Recording Rules Optimization
Introduction
Recording rules are one of Prometheus' most powerful features for improving query performance and reducing system load. They allow you to precompute frequently used or computationally expensive expressions and save their results as new time series. This guide will explore advanced techniques for optimizing your recording rules to ensure your Prometheus deployment remains efficient and performant even as your monitoring needs scale.
Why Optimize Recording Rules?
Before diving into optimization techniques, it's important to understand why optimizing recording rules matters:
- Query Performance: Well-designed recording rules can reduce query latency by orders of magnitude
- Resource Efficiency: Optimized rules reduce CPU and memory consumption
- Scalability: Good optimization practices help your monitoring scale with your infrastructure
- Reliability: Efficient rules reduce the risk of Prometheus becoming overloaded
Basic Recording Rules Review
Let's start with a quick review of recording rule syntax:
groups:
  - name: example
    interval: 5s
    rules:
      - record: job:http_requests:rate5m
        expr: sum(rate(http_requests_total[5m])) by (job)
This simple rule:
- Creates a new time series called job:http_requests:rate5m
- Records the 5-minute rate of HTTP requests aggregated by job
- Evaluates every 5 seconds (defined by the interval)

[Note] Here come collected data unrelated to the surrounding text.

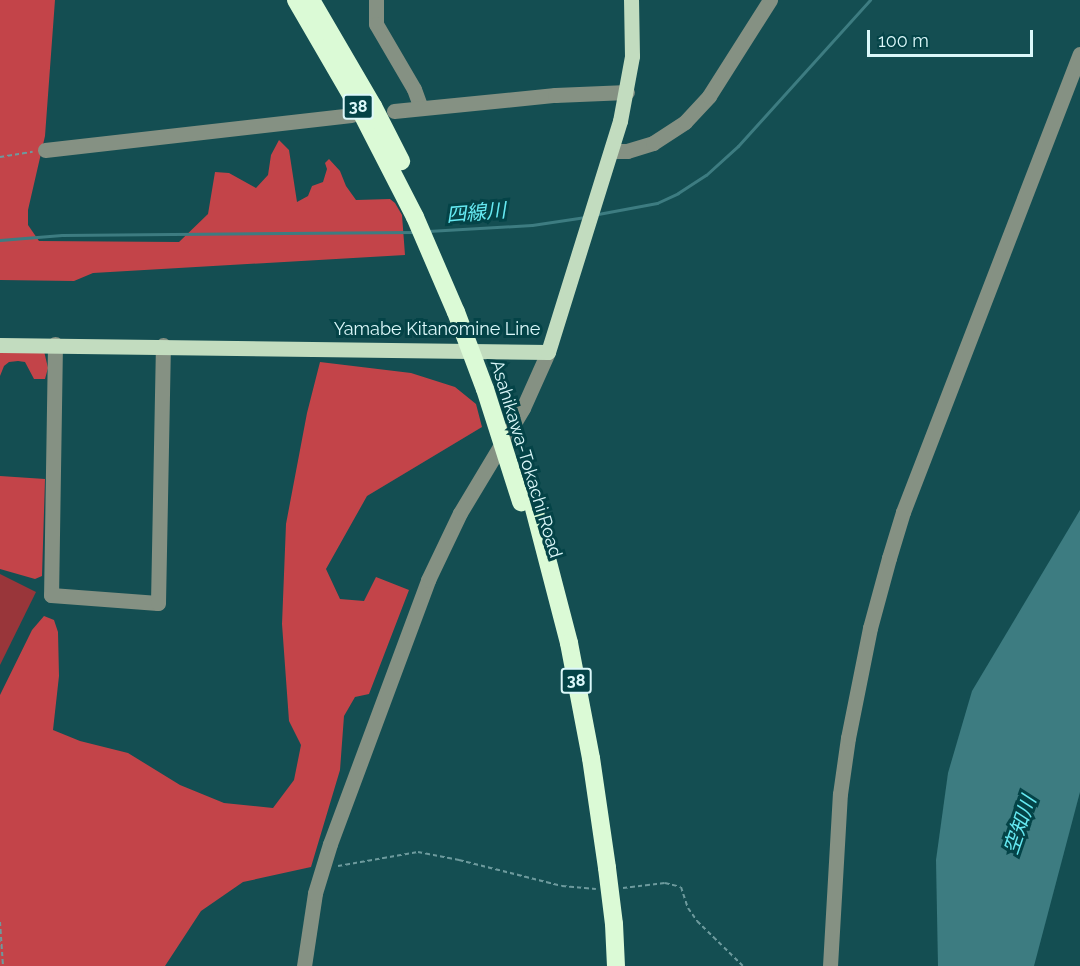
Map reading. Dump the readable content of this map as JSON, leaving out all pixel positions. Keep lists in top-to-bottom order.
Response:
{
  "streets": {
    "highway": ["38", "Asahikawa-Tokachi Road"],
    "main road": ["Yamabe Kitanomine Line"]
  },
  "crossings": [
    ["38", "Asahikawa-Tokachi Road"]
  ],
  "water": ["四線川", "空知川"],
  "scale_bar": "100 m"
}
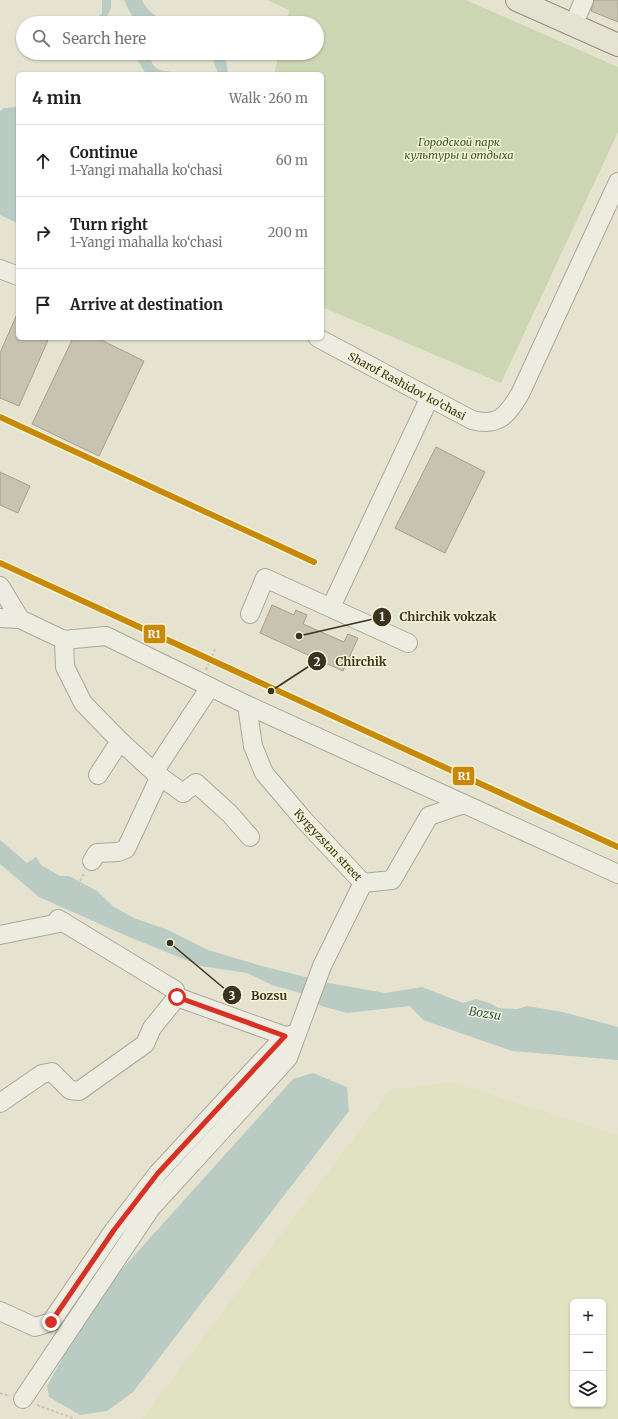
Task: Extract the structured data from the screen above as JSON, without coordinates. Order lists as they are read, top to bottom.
{
  "streets": {
    "street": ["Sharof Rashidov ko'chasi", "Kyrgyzstan street"]
  },
  "water": ["Bozsu"],
  "parks": ["Городской парк культуры и отдыха"],
  "places": ["Chirchik vokzak", "Chirchik", "Bozsu"],
  "lines": ["transit line R1"],
  "page": {
    "search": "Search here",
    "heading": ["4 min", "Walk · 260 m"],
    "list": [
      ["Continue", "1-Yangi mahalla ko‘chasi", "60 m"],
      ["Turn right", "1-Yangi mahalla ko‘chasi", "200 m"],
      "Arrive at destination"
    ],
    "map_buttons": ["+", "−"]
  }
}
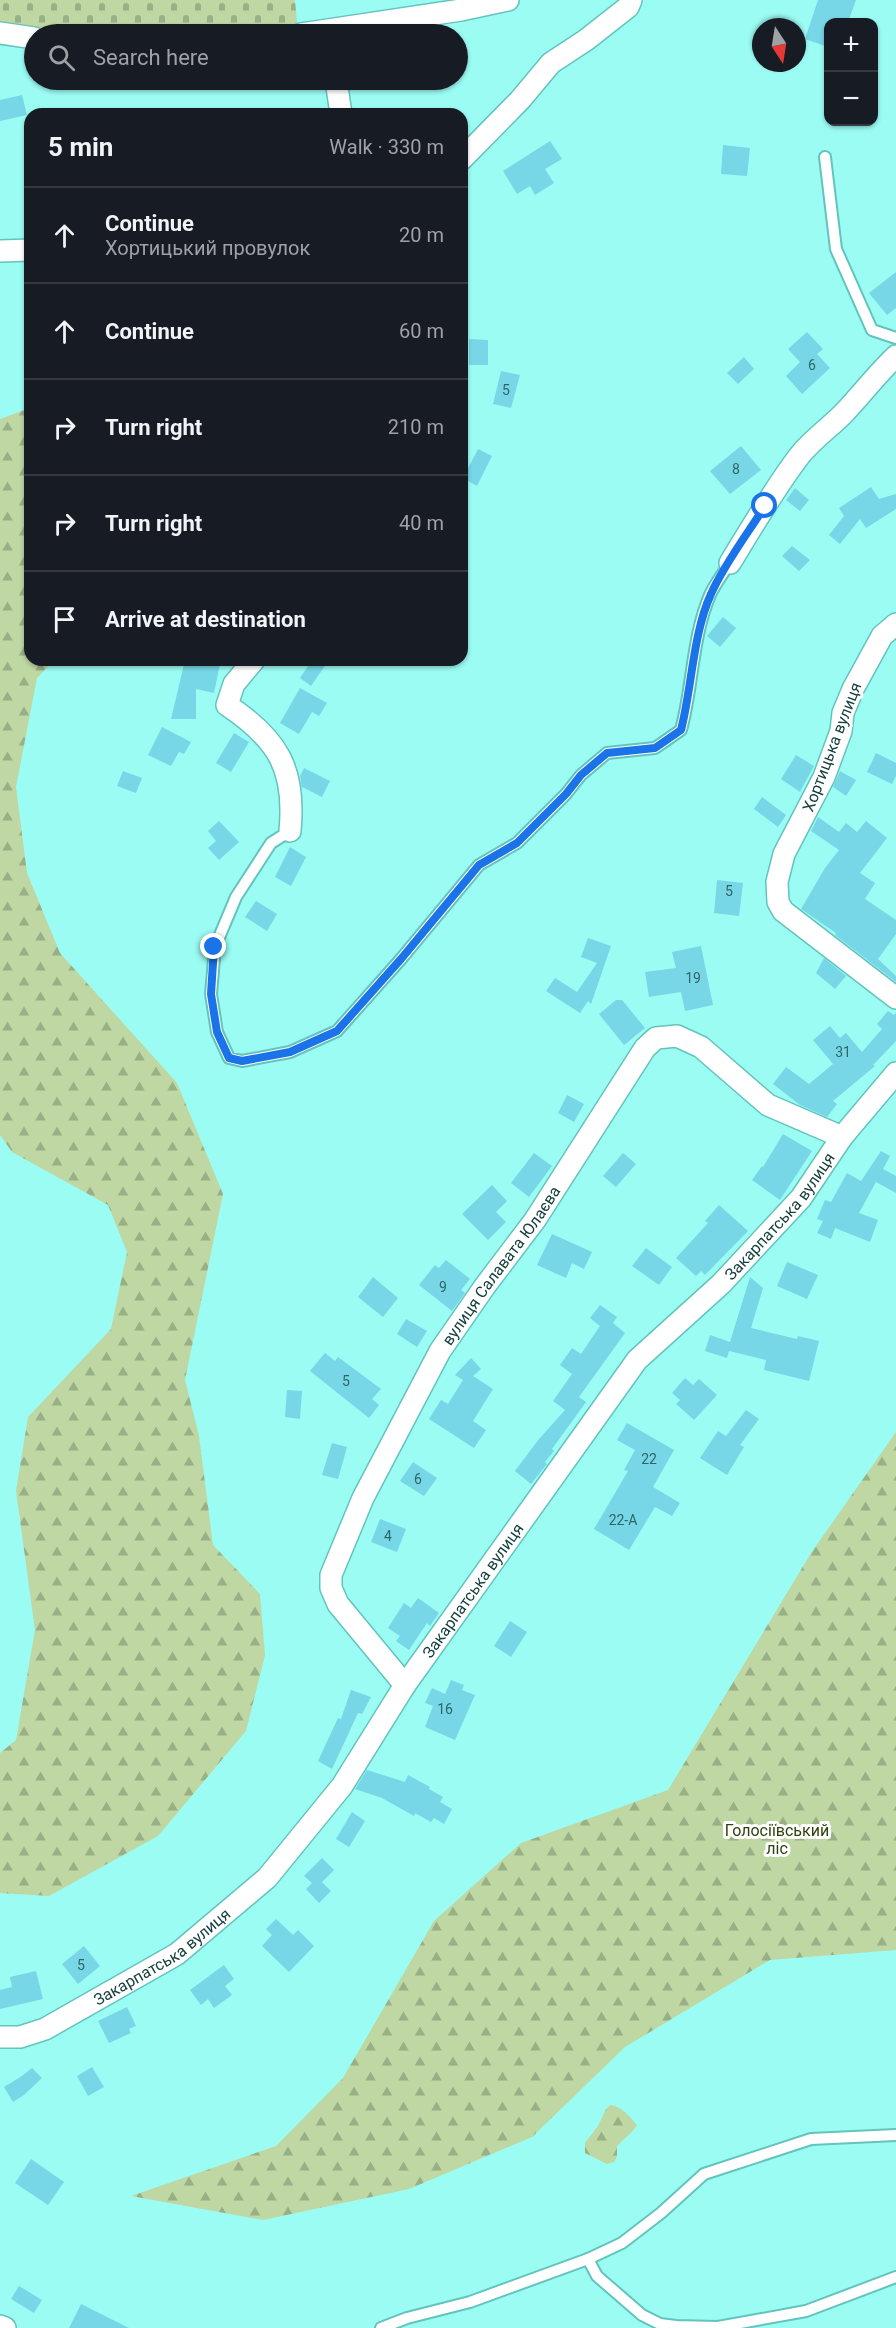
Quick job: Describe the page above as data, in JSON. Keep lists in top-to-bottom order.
{
  "streets": {
    "street": ["Хортицька вулиця", "Закарпатська вулиця", "вулиця Салавата Юлаєва"]
  },
  "crossings": [
    ["Закарпатська вулиця", "вулиця Салавата Юлаєва"]
  ],
  "parks": ["Голосіївський ліс"],
  "house_numbers": [
    "6",
    "5",
    "8",
    "5",
    "19",
    "31",
    "9",
    "5",
    "22",
    "6",
    "22-А",
    "4",
    "16",
    "5"
  ],
  "north": "bottom",
  "page": {
    "map_buttons": ["+", "−"],
    "search": "Search here",
    "heading": ["5 min", "Walk · 330 m"],
    "list": [
      ["Continue", "Хортицький провулок", "20 m"],
      ["Continue", "60 m"],
      ["Turn right", "210 m"],
      ["Turn right", "40 m"],
      "Arrive at destination"
    ]
  }
}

Advanced Optimization Techniques
1. Optimize Evaluation Intervals
One of the most important optimization techniques is choosing appropriate evaluation intervals:
groups:
  - name: frequently_accessed
    interval: 15s
    rules:
      - record: instance:node_cpu:utilization:rate1m
        expr: sum(rate(node_cpu_seconds_total{mode!="idle"}[1m])) by (instance) / count(node_cpu_seconds_total{mode="idle"}) by (instance)

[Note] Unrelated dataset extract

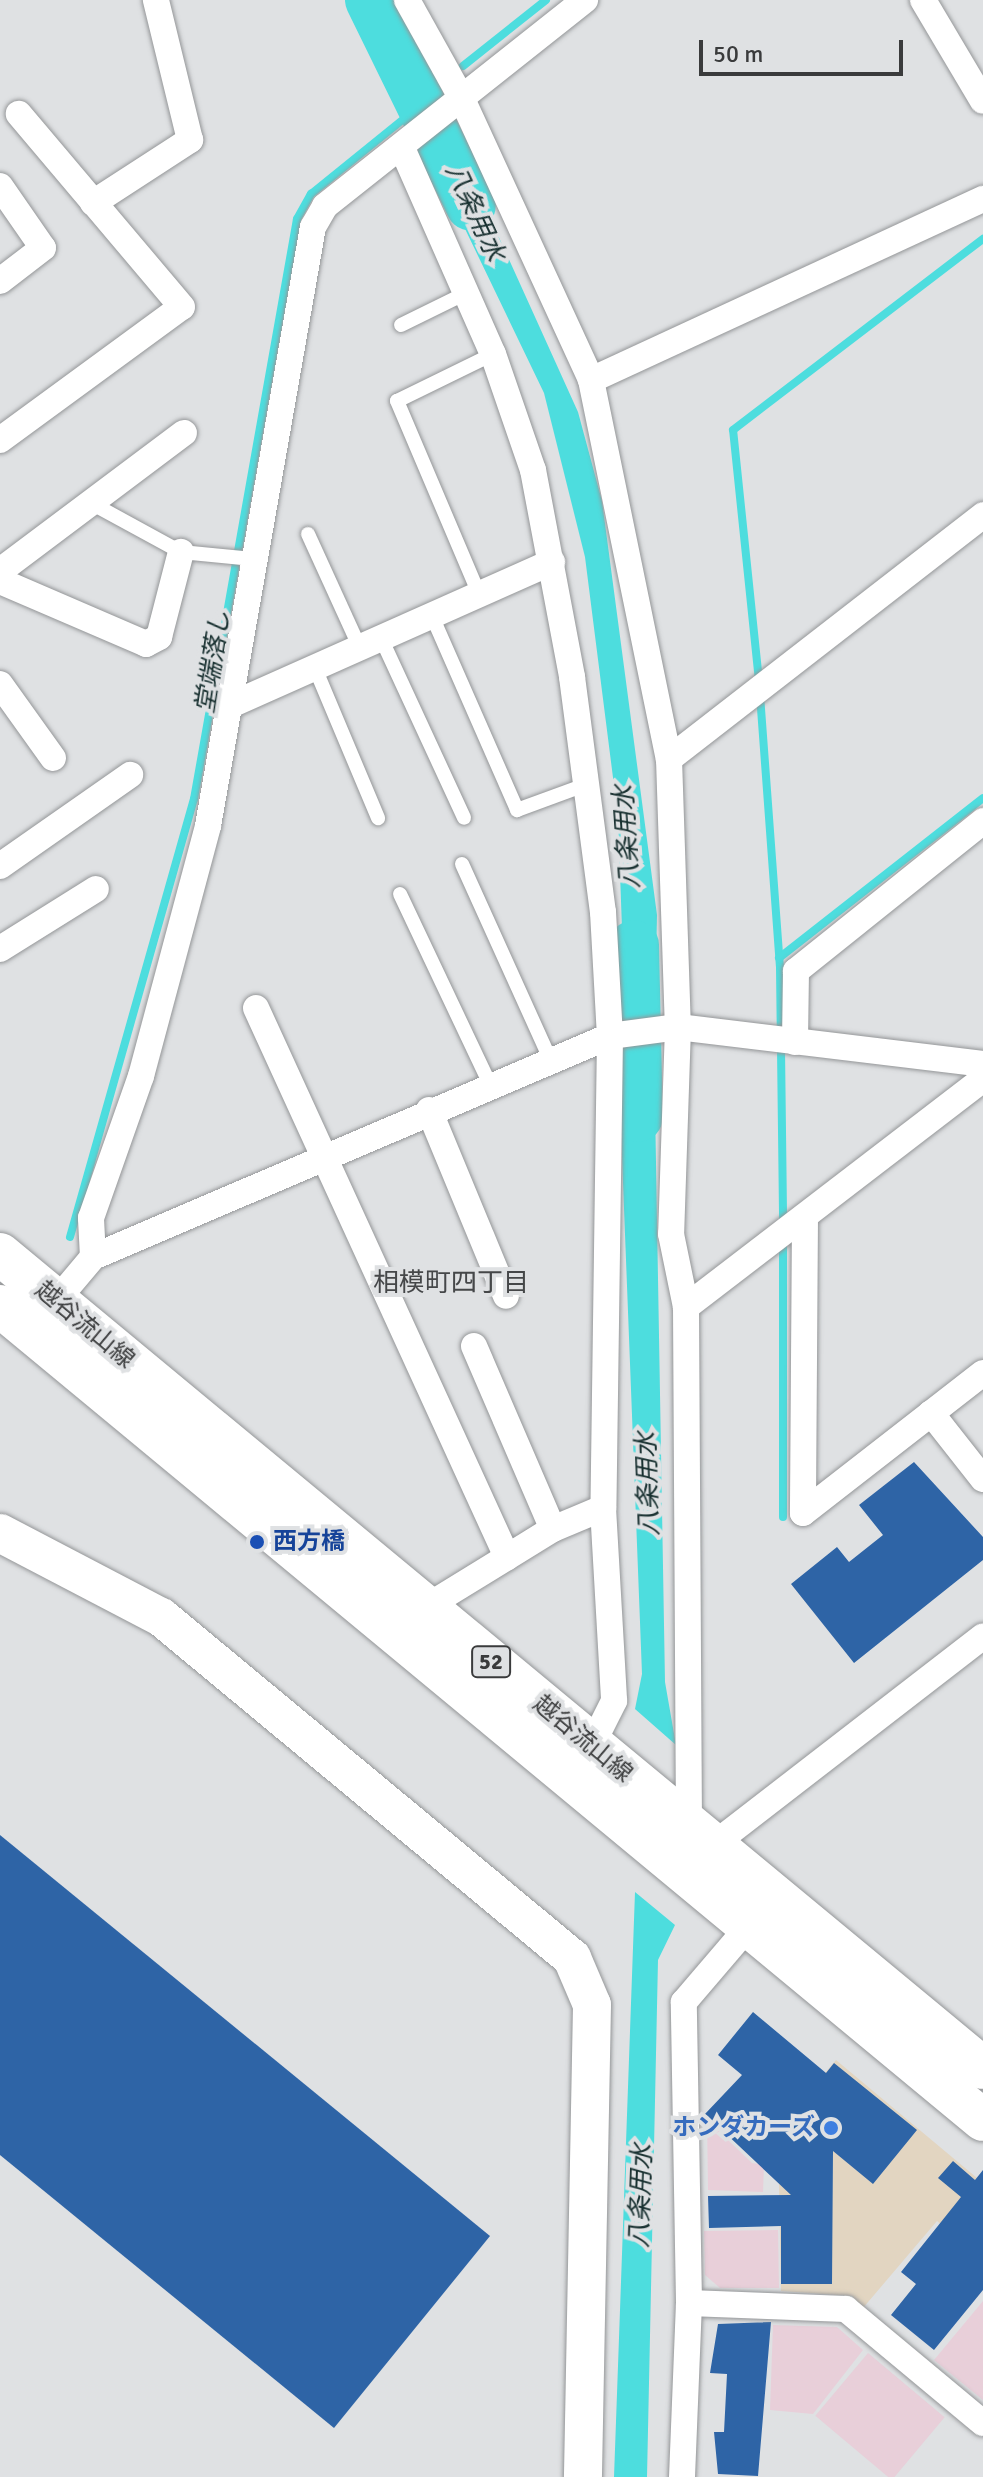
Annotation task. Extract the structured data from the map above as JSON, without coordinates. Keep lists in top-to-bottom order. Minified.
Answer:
{"streets":{"main road":["越谷流山線","52"]},"districts":["相模町四丁目"],"water":["八条用水","堂端落し"],"places":["西方橋","ホンダカーズ"],"scale_bar":"50 m"}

  - name: dashboard_metrics
    interval: 1m
    rules:
      - record: job:http_errors:ratio30m
        expr: sum(rate(http_requests_total{status=~"5.."}[30m])) by (job) / sum(rate(http_requests_total[30m])) by (job)

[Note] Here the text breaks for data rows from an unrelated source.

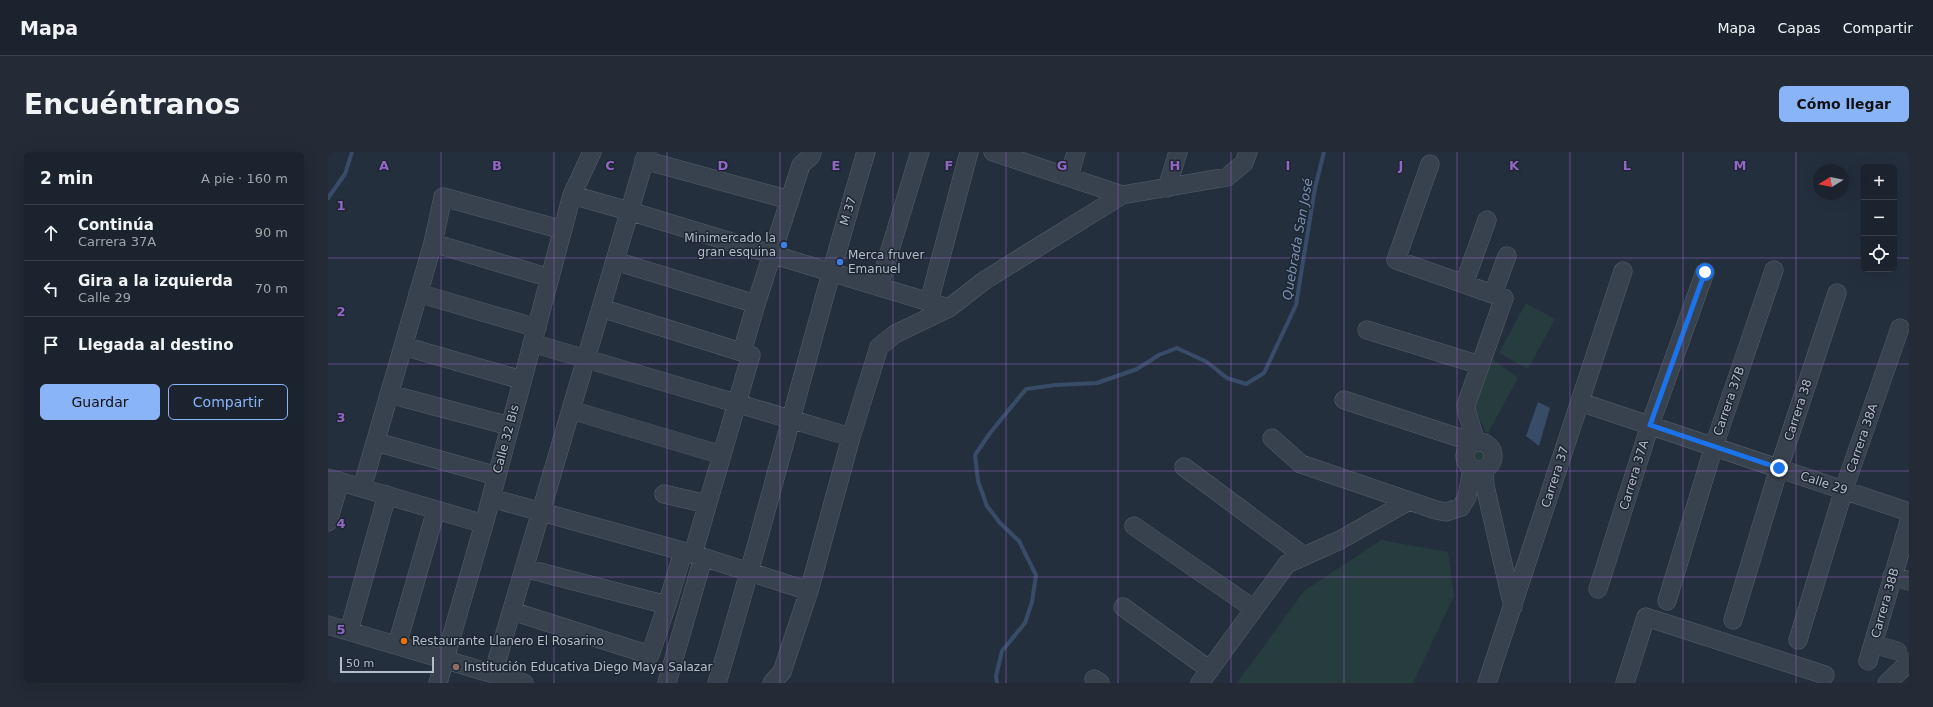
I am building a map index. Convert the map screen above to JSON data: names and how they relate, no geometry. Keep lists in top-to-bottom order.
{
  "streets": {
    "street": [
      "M 37",
      "Carrera 37B",
      "Carrera 38",
      "Carrera 38A",
      "Calle 32 Bis",
      "Carrera 37A",
      "Carrera 37",
      "Calle 29",
      "Carrera 38B"
    ]
  },
  "crossings": [
    ["Carrera 37B", "Calle 29"],
    ["Carrera 38", "Calle 29"],
    ["Carrera 38A", "Calle 29"],
    ["Carrera 37A", "Calle 29"],
    ["Carrera 37", "Calle 29"]
  ],
  "water": ["Quebrada San José"],
  "places": [
    "Minimercado la gran esquina",
    "Merca fruver Emanuel",
    "Restaurante Llanero El Rosarino",
    "Institución Educativa Diego Maya Salazar"
  ],
  "scale_bar": "50 m",
  "north": "left",
  "page": {
    "header": "Mapa",
    "nav": ["Mapa", "Capas", "Compartir"],
    "buttons": [
      "Cómo llegar",
      ["Guardar", "Compartir"]
    ],
    "title": "Encuéntranos",
    "heading": ["2 min", "A pie · 160 m"],
    "map_buttons": ["+", "−"],
    "list": [
      ["Continúa", "Carrera 37A", "90 m"],
      ["Gira a la izquierda", "Calle 29", "70 m"],
      "Llegada al destino"
    ],
    "scale": "50 m"
  },
  "grid": {
    "columns": [
      "A",
      "B",
      "C",
      "D",
      "E",
      "F",
      "G",
      "H",
      "I",
      "J",
      "K",
      "L",
      "M"
    ],
    "rows": [
      "1",
      "2",
      "3",
      "4",
      "5"
    ]
  }
}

  - name: capacity_planning
    interval: 5m
    rules:
      - record: instance:disk:capacity_prediction7d
        expr: predict_linear(node_filesystem_free_bytes[1d], 7 * 24 * 3600)
Optimization principles:
- Match the evaluation interval to how frequently the data is accessed
- Consider the rate of change of the underlying metrics
- Use shorter intervals for alerting-related rules
- Use longer intervals for dashboard metrics that don't need to be real-time
- Group rules by their optimal evaluation interval
2. Reduce Cardinality
High cardinality can significantly impact Prometheus performance. Optimize your recording rules to reduce cardinality when possible:
# Before optimization - high cardinality
- record: api_requests:rate5m
  expr: sum(rate(api_requests_total[5m])) by (instance, method, path, status)
# After optimization - reduced cardinality
- record: api_requests:rate5m:status_family
  expr: sum(rate(api_requests_total[5m])) by (instance, method, status_family)
In this example, we've:
- Removed the high-cardinality pathlabel
- Replaced detailed HTTP status codes with status families (2xx, 3xx, 4xx, 5xx)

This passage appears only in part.